Records supplied:
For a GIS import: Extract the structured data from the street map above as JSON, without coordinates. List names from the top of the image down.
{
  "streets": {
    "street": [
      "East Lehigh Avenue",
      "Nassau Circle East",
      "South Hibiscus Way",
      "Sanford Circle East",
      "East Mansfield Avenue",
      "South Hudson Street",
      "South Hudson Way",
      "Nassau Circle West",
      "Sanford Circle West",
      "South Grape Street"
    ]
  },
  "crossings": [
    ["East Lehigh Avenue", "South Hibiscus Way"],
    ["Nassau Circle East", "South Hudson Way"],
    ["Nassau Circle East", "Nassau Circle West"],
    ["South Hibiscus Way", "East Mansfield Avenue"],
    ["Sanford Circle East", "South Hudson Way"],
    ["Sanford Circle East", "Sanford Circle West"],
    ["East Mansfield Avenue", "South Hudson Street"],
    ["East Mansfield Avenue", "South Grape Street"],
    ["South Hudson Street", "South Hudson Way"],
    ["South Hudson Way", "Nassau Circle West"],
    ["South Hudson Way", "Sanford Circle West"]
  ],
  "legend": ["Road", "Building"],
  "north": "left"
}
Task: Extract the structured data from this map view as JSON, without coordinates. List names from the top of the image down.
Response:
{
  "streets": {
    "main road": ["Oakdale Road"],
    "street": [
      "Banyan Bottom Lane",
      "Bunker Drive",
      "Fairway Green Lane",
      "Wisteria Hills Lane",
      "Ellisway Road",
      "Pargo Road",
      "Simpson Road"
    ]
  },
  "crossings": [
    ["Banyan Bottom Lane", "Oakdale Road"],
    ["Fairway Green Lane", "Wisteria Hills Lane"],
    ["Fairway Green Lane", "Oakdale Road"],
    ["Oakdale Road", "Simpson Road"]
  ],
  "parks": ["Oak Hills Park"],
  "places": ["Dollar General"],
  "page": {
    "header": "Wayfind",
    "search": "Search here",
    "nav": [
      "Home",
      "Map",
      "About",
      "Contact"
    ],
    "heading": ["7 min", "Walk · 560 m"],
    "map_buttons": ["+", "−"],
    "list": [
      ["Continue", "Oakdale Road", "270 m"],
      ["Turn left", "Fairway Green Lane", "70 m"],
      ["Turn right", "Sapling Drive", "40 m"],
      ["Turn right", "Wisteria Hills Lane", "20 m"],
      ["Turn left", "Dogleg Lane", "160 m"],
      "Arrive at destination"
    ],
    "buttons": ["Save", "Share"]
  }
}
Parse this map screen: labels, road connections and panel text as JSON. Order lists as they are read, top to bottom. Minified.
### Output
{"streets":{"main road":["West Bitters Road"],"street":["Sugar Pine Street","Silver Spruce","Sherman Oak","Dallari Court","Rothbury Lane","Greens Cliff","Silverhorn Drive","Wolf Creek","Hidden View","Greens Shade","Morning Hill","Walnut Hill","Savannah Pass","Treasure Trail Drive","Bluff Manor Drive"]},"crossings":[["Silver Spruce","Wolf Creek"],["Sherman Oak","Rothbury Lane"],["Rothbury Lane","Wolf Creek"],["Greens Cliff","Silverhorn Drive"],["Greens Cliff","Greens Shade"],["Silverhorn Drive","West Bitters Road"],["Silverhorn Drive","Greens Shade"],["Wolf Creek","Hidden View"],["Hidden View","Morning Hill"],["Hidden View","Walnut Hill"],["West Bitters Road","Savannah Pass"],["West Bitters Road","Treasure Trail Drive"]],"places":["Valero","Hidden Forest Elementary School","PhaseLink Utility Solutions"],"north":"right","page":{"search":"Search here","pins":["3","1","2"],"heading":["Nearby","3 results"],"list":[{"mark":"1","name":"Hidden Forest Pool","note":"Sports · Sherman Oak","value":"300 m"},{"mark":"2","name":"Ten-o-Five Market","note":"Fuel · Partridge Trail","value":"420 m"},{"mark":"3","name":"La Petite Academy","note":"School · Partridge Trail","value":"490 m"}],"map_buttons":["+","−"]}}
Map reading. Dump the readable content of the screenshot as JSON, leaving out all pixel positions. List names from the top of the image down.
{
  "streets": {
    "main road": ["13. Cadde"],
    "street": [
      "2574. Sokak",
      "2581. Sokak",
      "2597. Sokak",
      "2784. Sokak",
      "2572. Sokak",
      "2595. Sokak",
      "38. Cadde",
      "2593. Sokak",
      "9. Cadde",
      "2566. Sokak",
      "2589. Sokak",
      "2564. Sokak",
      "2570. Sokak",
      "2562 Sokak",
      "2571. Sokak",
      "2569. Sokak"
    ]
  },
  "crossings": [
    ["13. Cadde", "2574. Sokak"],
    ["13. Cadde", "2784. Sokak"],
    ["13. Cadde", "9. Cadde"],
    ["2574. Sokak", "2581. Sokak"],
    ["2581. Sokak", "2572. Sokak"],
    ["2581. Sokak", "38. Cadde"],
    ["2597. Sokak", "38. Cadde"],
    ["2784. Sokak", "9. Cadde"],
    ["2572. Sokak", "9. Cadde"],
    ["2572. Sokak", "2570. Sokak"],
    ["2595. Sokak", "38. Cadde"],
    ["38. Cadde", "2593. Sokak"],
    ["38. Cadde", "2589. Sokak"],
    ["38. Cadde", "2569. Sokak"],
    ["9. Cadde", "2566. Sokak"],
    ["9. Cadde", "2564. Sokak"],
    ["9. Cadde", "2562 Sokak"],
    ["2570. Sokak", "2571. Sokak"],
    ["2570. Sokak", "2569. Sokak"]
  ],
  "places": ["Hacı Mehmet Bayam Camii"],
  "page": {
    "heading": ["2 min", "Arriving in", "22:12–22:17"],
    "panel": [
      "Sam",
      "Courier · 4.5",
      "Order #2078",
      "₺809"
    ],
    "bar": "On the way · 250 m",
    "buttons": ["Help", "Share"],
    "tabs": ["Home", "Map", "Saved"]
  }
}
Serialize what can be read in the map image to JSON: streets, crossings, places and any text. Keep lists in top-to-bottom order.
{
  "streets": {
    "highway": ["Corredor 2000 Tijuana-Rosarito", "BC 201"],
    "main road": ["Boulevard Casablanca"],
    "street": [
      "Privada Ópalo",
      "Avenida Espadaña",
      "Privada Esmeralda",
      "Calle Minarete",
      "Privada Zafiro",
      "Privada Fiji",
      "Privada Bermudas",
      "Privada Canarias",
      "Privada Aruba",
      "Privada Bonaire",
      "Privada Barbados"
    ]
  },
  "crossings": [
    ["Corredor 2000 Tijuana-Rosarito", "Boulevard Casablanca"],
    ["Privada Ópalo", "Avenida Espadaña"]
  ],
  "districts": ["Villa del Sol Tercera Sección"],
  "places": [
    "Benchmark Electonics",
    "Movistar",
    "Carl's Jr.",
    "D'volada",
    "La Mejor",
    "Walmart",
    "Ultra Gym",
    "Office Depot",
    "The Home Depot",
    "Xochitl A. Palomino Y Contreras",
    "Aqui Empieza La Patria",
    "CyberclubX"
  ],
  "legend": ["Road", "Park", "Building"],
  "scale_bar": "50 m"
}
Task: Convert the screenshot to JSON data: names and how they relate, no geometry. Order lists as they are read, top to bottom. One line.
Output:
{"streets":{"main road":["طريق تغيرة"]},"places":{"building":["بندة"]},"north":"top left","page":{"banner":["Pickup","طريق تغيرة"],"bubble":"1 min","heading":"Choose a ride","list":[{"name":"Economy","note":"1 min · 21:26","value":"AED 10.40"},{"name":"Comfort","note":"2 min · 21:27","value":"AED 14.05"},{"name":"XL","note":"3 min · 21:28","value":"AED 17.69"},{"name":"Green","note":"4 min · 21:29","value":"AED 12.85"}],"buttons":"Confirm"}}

Instructions to follow:
Where a line in the listing above contains "Extract", copy that line.

Your response:
For a GIS import: Extract the structured data from the street map above as JSON, without coordinates. List names from the top of the image down.
Task: Extract the structured data from this map view as JSON, without coordinates. List names from the top of the image down.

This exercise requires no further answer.